8.2.1 Cotidiano das famílias

8.2.1.3 Casamento

O tema “casamento” merece destaque dentro das relações familiares da Turma. Analisando algumas cenas, vamos identificar a forma como os pais dos personagens – e até mesmo as crianças – veem o casamento.

Seu Cebola esquece o aniversário de casamento (Cebolinha 113/1996)

Entre as histórias que abordam o relacionamento dos pais do Cebolinha, uma de 1996 (Cebolinha 113/1996) mostra que os homens esquecem datas importantes para o casal. Na história, mesmo recebendo em casa os padrinhos e o padre que, há anos, celebrou seu casamento, o pai do Cebolinha não consegue “adivinhar” o motivo da comemoração.

“A antiga namorada do papai” (Cebolinha 149/1985) trata sobre o ciúme de um casal. Cebolinha está andando na rua e é abordado por uma mulher que o acha parecido com o Seu Cebola. Quando ele diz que é filho dele, ela o abraça e explica que foi uma antiga namorada do pai dele. Cebolinha a leva para casa.

Ao chegar ao quintal, os dois encontram a mãe do menino, estendendo roupas no varal. Ela usa o vestido vermelho habitual, sapatos baixos e um avental – em contraste com a outra mulher, que é magra, está com cabelos presos, vestido acinturado e sapatos de salto alto. Dona Cebola leva um susto ao reconhecer a visita e pergunta o que ela está fazendo ali. Enquanto as duas conversam no quintal, Seu Cebola aparece ao fundo, sentado em uma poltrona, lendo jornal. Ele reconhece a voz da antiga namorada e sai de casa para vê-la. Os dois se abraçam, e Dona Cebola fica furiosa. Seu Cebola coloca a mão no ombro das duas e, conciliador, se dirige à mulher:

– Vamos, querida! Prepare um café pra Isadora!

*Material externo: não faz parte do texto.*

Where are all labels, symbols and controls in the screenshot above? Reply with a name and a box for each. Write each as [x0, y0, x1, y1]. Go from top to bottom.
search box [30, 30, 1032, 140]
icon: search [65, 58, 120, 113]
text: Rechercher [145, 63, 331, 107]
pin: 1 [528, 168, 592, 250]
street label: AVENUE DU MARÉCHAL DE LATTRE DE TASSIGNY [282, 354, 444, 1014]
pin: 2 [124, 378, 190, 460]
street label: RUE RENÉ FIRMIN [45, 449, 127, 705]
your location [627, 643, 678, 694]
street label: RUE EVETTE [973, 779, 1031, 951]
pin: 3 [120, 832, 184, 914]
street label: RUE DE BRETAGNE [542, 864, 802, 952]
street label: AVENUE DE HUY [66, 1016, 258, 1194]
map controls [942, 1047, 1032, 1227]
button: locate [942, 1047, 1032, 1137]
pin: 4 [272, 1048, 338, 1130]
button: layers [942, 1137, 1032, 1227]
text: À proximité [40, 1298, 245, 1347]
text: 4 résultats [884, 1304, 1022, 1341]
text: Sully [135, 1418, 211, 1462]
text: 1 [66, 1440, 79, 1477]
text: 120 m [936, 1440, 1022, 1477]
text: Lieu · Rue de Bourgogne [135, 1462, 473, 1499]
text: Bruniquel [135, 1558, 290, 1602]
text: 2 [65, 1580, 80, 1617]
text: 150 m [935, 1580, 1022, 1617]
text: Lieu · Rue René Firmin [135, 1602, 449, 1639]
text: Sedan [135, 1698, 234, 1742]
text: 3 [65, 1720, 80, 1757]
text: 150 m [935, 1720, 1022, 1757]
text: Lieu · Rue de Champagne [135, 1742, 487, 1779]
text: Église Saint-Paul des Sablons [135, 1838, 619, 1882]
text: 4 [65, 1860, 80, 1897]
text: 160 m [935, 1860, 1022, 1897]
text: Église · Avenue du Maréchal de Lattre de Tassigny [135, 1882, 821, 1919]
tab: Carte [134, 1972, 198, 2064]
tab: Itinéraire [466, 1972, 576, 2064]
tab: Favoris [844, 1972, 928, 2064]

Mesmo enciumada, Dona Cebola serve a ex-namorada do marido (Cebolinha 149/1985)

Apesar de contrariada, Dona Cebola faz o café. A bandeja na qual ele é servido só tem duas xícaras – uma para Seu Cebola e outra para a visita. A mulher prepara o café, mas não desfruta – apenas cumpre sua “obrigação”.

Isadora comenta com o ex-namorado que ele tem uma família linda. No final da visita, o marido de Isadora e seus dois filhos vão buscá-la e são apresentados ao Seu Cebola. A essa altura, a mãe do Cebolinha continua com a cara amarrada. O marido tenta acalmá-la.

– Bobagem, querida! Uma crise de ciúmes num relacionamento tão maduro quanto o nosso? Ah, nunca poderia ter casado com outra garota! Não seria feliz com outra!

Seu Cebola tem ciúmes da mulher, que conversa com um amigo (Cebolinha 149/1985)

A mulher se derrete toda e os dois se abraçam, apaixonados. É quando Dona Cebola avista um velho amigo na rua e sai correndo para conversar com ele. O marido fica furioso, morrendo de ciúmes.

“Fica Comigo” (Cebolinha 63/1992) é outra história que fala sobre o relacionamento dos pais do Cebolinha. Seu Cebola olha uma fotografia do dia de seu casamento e lembra do começo da vida de casado. Ele e a mulher são bem jovens. Ela é magra. Os dois vivem em clima de lua- de-mel, até o dia em que Seu Cebola tem de voltar a trabalhar. A mulher fica desesperada.

Como uma menina mimada, chora, inventa doenças e desculpas, para que o marido fique mais tempo com ela. Frequentemente, o marido não resiste e acaba ficando mais tempo em casa. Até que um dia, é chamado pelo chefe, que reclama de seus atrasos. Seu Cebola volta para casa com a orelha doendo, de tanto sermão. Resolve conversar com a mulher, que chora.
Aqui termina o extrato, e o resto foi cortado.